::: Data supplied :::
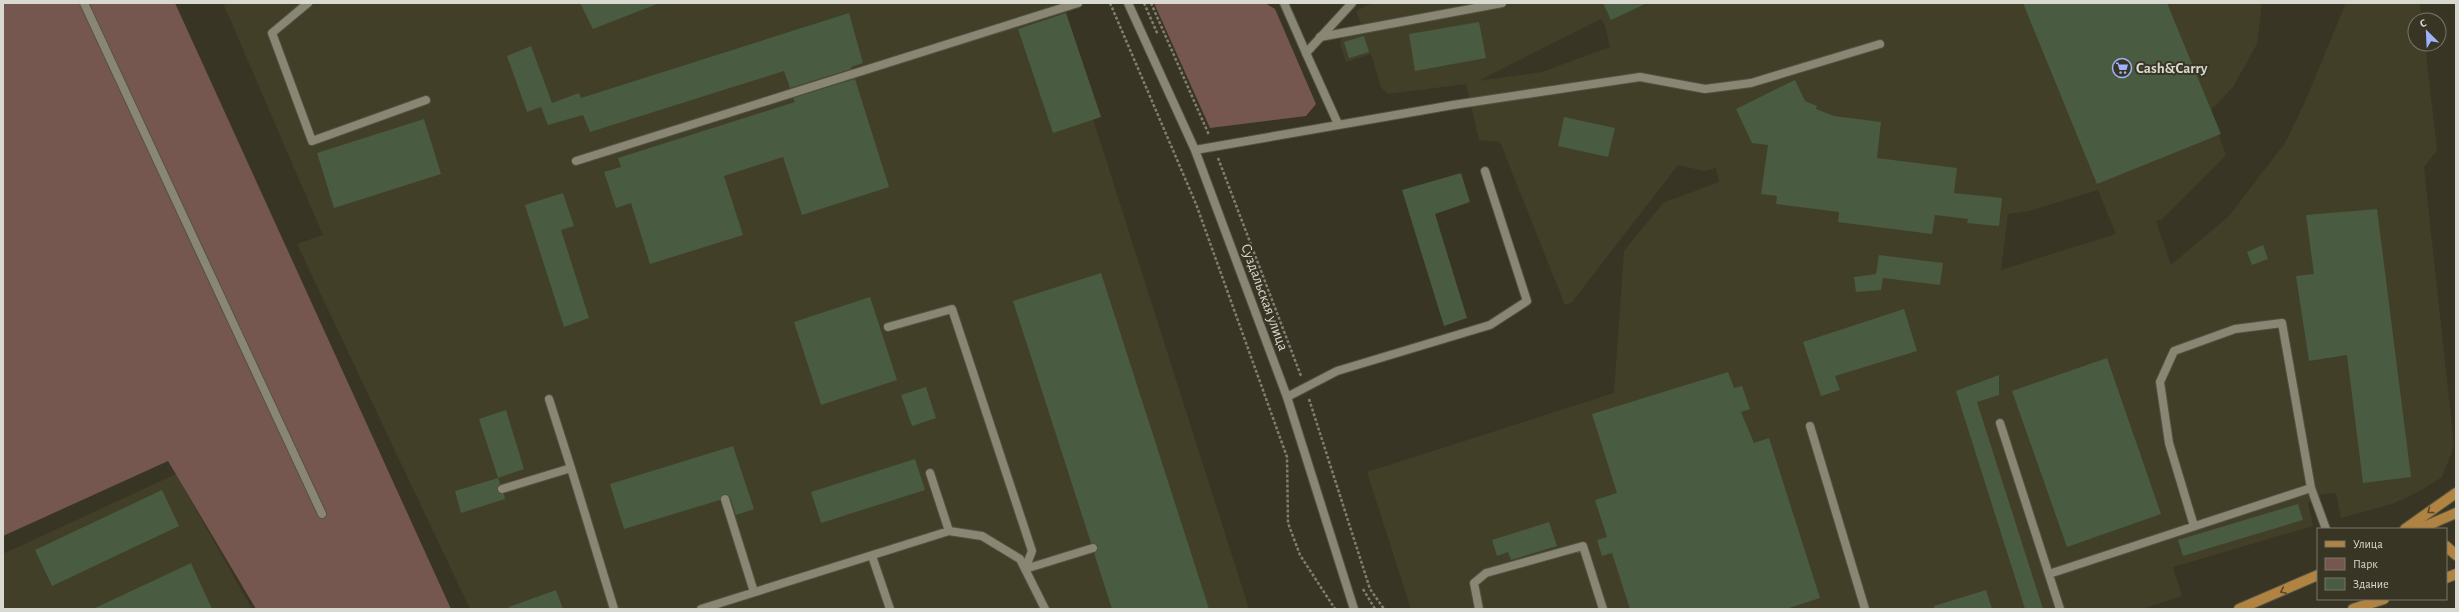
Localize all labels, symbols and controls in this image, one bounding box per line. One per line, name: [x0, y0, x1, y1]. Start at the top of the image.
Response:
north arrow: [2407, 12, 2447, 52]
text: С: [2418, 17, 2428, 30]
supermarket icon: Cash&Carry: [2111, 57, 2133, 79]
place label: Cash&Carry: [2136, 61, 2208, 76]
street label: Суздальская улица: [1238, 242, 1291, 353]
one-way arrow: [2428, 506, 2435, 513]
legend: [2317, 528, 2447, 600]
text: Улица: [2353, 538, 2383, 550]
text: Парк: [2353, 558, 2378, 570]
text: Здание: [2353, 578, 2389, 590]
one-way arrow: [2279, 586, 2287, 594]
:::
Exercise requirements. Leave out the images and write out the listing above exactly.

Solution below.
Localize all labels, symbols and controls in this image, one bounding box per line. One per line, name: [x0, y0, x1, y1]. Start at the top of the image.
Response:
north arrow: [2407, 12, 2447, 52]
text: С: [2418, 17, 2428, 30]
supermarket icon: Cash&Carry: [2111, 57, 2133, 79]
place label: Cash&Carry: [2136, 61, 2208, 76]
street label: Суздальская улица: [1238, 242, 1291, 353]
one-way arrow: [2428, 506, 2435, 513]
legend: [2317, 528, 2447, 600]
text: Улица: [2353, 538, 2383, 550]
text: Парк: [2353, 558, 2378, 570]
text: Здание: [2353, 578, 2389, 590]
one-way arrow: [2279, 586, 2287, 594]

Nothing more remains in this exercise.